» Saved data entries:
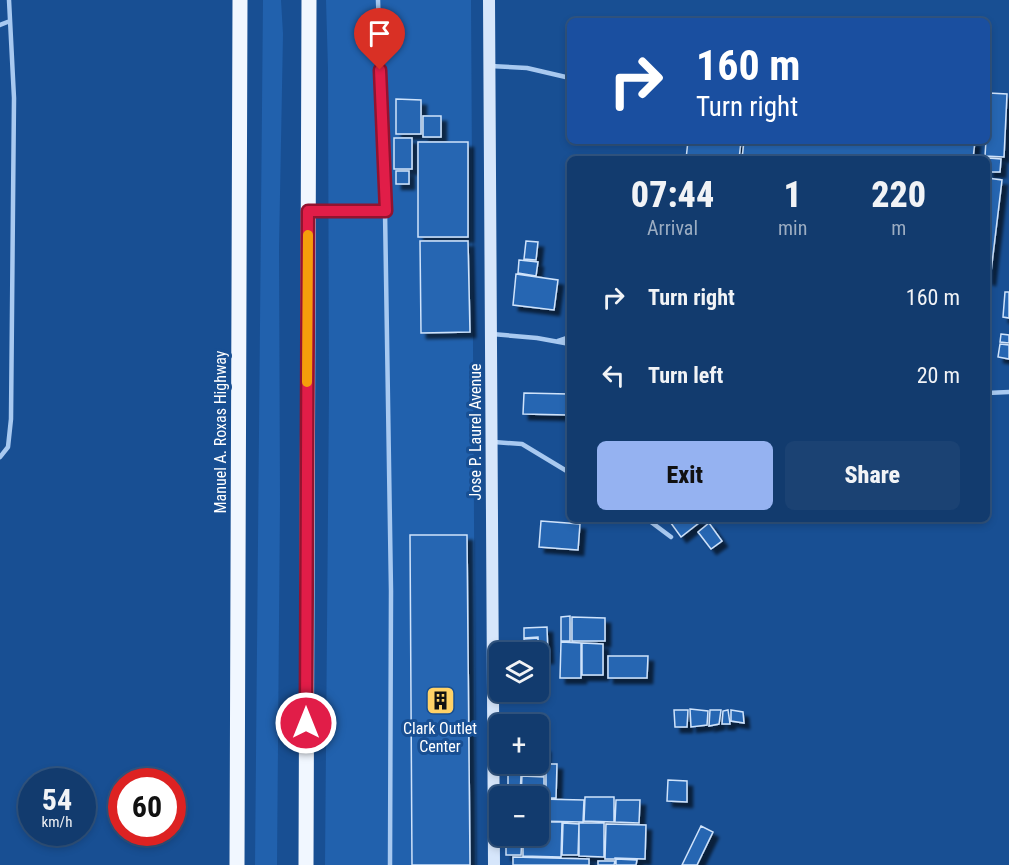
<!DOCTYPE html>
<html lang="en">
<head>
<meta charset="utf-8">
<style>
	:root { --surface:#123b6e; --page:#1b4273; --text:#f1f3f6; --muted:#9cadc2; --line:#315581; --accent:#95b2f1 }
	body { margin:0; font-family:"Roboto Condensed",sans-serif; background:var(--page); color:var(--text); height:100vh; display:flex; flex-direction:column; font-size:22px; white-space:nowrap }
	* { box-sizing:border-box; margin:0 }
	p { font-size:20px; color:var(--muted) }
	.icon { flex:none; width:33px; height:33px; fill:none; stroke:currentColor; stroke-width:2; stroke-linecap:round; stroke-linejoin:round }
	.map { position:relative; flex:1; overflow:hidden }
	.details { position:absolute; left:567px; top:156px; width:423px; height:366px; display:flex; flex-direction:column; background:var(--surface); border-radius:9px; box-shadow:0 3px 9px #0003,0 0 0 2px var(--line) }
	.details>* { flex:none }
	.top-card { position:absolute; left:567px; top:18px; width:423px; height:126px; border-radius:9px; box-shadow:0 3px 9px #0003,0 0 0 2px var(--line); background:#1a4fa0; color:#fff; overflow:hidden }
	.tools { position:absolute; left:489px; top:642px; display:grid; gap:12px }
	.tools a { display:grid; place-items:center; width:60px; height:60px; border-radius:9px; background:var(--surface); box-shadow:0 3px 9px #0003,0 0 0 2px var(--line); font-size:30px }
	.speed { position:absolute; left:18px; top:768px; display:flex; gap:12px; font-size:30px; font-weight:700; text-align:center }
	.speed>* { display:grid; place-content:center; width:78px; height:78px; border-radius:50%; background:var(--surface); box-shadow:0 3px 9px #0003,0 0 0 2px var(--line); line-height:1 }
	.speed small { font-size:15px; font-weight:400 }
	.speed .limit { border:9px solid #d22; background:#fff; color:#111 }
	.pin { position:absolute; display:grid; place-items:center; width:51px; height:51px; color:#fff; margin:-62px -26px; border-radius:50% 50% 50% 0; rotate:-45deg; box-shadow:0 0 6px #0007 }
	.pin .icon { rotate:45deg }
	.me { position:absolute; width:66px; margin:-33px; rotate:0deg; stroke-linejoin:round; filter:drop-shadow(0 0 4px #0008) }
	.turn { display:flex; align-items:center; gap:21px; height:126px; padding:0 30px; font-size:27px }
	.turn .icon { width:78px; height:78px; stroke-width:2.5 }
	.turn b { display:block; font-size:42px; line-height:51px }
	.eta { display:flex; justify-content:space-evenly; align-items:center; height:102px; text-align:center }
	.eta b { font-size:36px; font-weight:800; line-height:42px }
	.action { display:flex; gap:12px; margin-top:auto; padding:12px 30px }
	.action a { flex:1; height:69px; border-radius:9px; background:var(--accent); color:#111; font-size:24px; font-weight:800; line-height:69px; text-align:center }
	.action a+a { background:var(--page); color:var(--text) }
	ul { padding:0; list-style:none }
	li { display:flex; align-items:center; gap:18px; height:78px; padding:0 30px }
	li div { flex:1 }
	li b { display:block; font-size:22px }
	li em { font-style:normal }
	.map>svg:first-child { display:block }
	.green { fill:#2161ad }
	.building { fill:#2766b2; stroke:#cfe3fb; stroke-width:1.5; filter:url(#shadow) }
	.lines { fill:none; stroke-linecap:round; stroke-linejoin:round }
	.lane { stroke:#a8c9f0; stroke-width:4.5 }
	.secondary { stroke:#d6e6fb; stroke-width:12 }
	.primary { stroke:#f1f7ff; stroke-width:15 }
	.route-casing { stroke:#92132f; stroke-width:15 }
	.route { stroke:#e11d48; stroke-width:10 }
	.slow { stroke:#f59e0b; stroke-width:10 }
	.labels { text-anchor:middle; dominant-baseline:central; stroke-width:6; stroke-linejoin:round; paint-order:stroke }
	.street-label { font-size:16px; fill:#fff; stroke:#184f93 }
	.poi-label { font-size:16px; fill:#fff; stroke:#184f93 }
</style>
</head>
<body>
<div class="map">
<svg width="1009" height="865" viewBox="0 0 1009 865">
	<defs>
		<filter id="shadow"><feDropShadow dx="5.5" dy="5.5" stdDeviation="1.5" flood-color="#0009"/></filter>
	</defs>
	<rect width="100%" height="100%" fill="#184f93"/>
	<path class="green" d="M 263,0 L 281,0 L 283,34 L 279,248 L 280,501 L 277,865 L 255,865 Z
		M 326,0 L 471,0 L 476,865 L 325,865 L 329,393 L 328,69 Z"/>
	<path class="building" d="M 989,93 L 1007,94 L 1004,157 L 985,156 Z
		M 396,99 L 421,100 L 421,134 L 396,134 Z
		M 423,116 L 441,116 L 441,137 L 423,137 Z
		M 394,138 L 412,138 L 412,169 L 394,169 Z
		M 688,141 L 741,141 L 739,159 L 686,159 Z
		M 744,141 L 975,141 L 973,159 L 742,159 Z
		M 418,142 L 468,142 L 468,237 L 418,237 Z
		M 989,158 L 1001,159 L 1000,172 L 988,172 Z
		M 396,171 L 409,171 L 409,184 L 396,184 Z
		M 987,178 L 1002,180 L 990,280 L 987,279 Z
		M 420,241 L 468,241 L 470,332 L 421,333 Z
		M 526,241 L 538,242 L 536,260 L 524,259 Z
		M 519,260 L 538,262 L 536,276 L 518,273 Z
		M 516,274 L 558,280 L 554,310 L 513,305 Z
		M 1005,292 L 1009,292 L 1009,318 L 1003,317 Z
		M 1001,334 L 1009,335 L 1009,343 L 1000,342 Z
		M 1000,344 L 1009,345 L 1009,359 L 998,357 Z
		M 524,393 L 568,394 L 568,415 L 523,414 Z
		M 668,519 L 704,519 L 681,537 Z
		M 541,521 L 580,524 L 578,550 L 539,547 Z
		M 709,523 L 722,541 L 711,549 L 698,532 Z
		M 410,535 L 467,535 L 470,865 L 412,865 Z
		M 570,616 L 570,641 L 561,641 L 561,617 Z
		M 572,617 L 605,618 L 605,641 L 572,641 Z
		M 547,627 L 548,658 L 539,658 L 538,637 L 524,638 L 524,628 Z
		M 538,638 L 538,652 L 525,652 L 524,639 Z
		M 561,642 L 581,643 L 581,678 L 560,678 Z
		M 582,643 L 603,644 L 603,675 L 582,675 Z
		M 608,656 L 648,656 L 647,678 L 608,678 Z
		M 690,709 L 708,711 L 707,725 L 691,727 Z
		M 674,710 L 688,710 L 687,727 L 675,727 Z
		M 710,710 L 721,710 L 719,724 L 709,726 Z
		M 728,710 L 730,724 L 722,724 L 723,711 Z
		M 731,710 L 743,712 L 744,723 L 731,721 Z
		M 538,747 L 545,747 L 544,776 L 521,775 L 522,764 L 538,764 Z
		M 508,764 L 521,764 L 520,773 L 508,773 Z
		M 546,764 L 557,764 L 556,798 L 546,798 Z
		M 508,774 L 521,775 L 520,796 L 508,796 Z
		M 522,776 L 544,777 L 544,798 L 521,796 Z
		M 668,780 L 687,781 L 687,802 L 667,801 Z
		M 585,797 L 614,797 L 614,822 L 584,821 Z
		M 538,799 L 584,800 L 583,822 L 538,821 Z
		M 616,800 L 640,800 L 639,823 L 615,822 Z
		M 538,822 L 562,822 L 561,857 L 523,856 L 523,836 L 538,836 Z
		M 563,823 L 579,824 L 578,855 L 562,855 Z
		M 579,823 L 604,823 L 604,857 L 579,856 Z
		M 606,824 L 646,825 L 645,859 L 615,858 L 615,859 L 605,859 Z
		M 701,826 L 713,832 L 697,865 L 682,865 Z
		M 506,836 L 522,836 L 521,855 L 506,855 Z
		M 513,857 L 589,859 L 589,865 L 513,865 Z
		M 616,859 L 637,860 L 636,865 L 616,865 Z
		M 598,861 L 615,861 L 614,865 L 598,865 Z"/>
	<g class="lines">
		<path class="lane" d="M 378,0 L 385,211 L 391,591 L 390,865
			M 0,25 L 10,21
			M 490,66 L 527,68 L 570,78
			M 310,211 L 385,211
			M 492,334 L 537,338 L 570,344
			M 558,341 L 570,337
			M 987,393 L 1009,392
			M 494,442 L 522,444 L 570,473
			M 0,457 L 8,447 L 11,419 L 14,98 L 9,0
			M 647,519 L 671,537"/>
		<path class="secondary" d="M 489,0 L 494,865"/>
		<path class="primary" d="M 237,865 L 240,0
			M 306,865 L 309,0"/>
	</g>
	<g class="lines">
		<defs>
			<path id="route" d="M 306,723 L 308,211 L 386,211 L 380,70"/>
		</defs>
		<use href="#route" class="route-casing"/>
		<use href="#route" class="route"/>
		<path class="slow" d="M 307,382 L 308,235"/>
	</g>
	<defs>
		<symbol id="building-square" viewBox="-11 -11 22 22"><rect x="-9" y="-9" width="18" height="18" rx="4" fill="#ffd267" stroke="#184f93"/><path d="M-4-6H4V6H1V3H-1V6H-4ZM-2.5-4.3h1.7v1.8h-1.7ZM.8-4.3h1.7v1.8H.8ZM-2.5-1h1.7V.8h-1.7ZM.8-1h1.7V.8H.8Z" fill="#111"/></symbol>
	</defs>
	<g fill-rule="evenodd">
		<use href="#building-square" x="424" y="684" width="33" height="33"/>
	</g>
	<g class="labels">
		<g class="street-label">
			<text transform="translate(220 432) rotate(-90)">Manuel A. Roxas Highway</text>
			<text transform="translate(475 432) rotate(-90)">Jose P. Laurel Avenue</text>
		</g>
		<g class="poi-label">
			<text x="440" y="728">Clark Outlet<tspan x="440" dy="18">Center</tspan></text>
		</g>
	</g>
</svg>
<div class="tools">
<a><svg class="icon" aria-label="layers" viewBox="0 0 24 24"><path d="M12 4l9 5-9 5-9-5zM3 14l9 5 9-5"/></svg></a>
<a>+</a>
<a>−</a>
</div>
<div class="speed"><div>54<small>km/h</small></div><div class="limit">60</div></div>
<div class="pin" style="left:380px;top:70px;background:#d93025"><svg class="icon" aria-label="arrive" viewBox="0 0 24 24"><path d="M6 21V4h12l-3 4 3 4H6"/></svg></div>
<svg class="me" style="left:306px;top:723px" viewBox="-20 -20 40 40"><circle r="17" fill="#e11d48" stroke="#fff" stroke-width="3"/><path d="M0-11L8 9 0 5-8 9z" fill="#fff"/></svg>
<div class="top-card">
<div class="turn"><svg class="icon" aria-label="right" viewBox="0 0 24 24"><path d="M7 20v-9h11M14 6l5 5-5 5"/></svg><div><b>160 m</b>Turn right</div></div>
</div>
<section class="details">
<div class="eta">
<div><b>07:44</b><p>Arrival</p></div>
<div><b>1</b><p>min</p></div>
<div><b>220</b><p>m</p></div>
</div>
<ul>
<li><svg class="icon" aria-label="right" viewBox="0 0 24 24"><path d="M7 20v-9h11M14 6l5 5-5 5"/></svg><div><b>Turn right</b></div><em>160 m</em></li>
<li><svg class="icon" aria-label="left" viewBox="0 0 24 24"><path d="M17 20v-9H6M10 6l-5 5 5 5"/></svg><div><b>Turn left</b></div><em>20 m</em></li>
</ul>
<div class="action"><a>Exit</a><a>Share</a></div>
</section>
</div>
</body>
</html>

» WHAT IS BEING ASKED: Filter the records above for "tools" and copy every matching line.

» SOLUTION TO THIS PROBLEM:
	.tools { position:absolute; left:489px; top:642px; display:grid; gap:12px }
	.tools a { display:grid; place-items:center; width:60px; height:60px; border-radius:9px; background:var(--surface); box-shadow:0 3px 9px #0003,0 0 0 2px var(--line); font-size:30px }
<div class="tools">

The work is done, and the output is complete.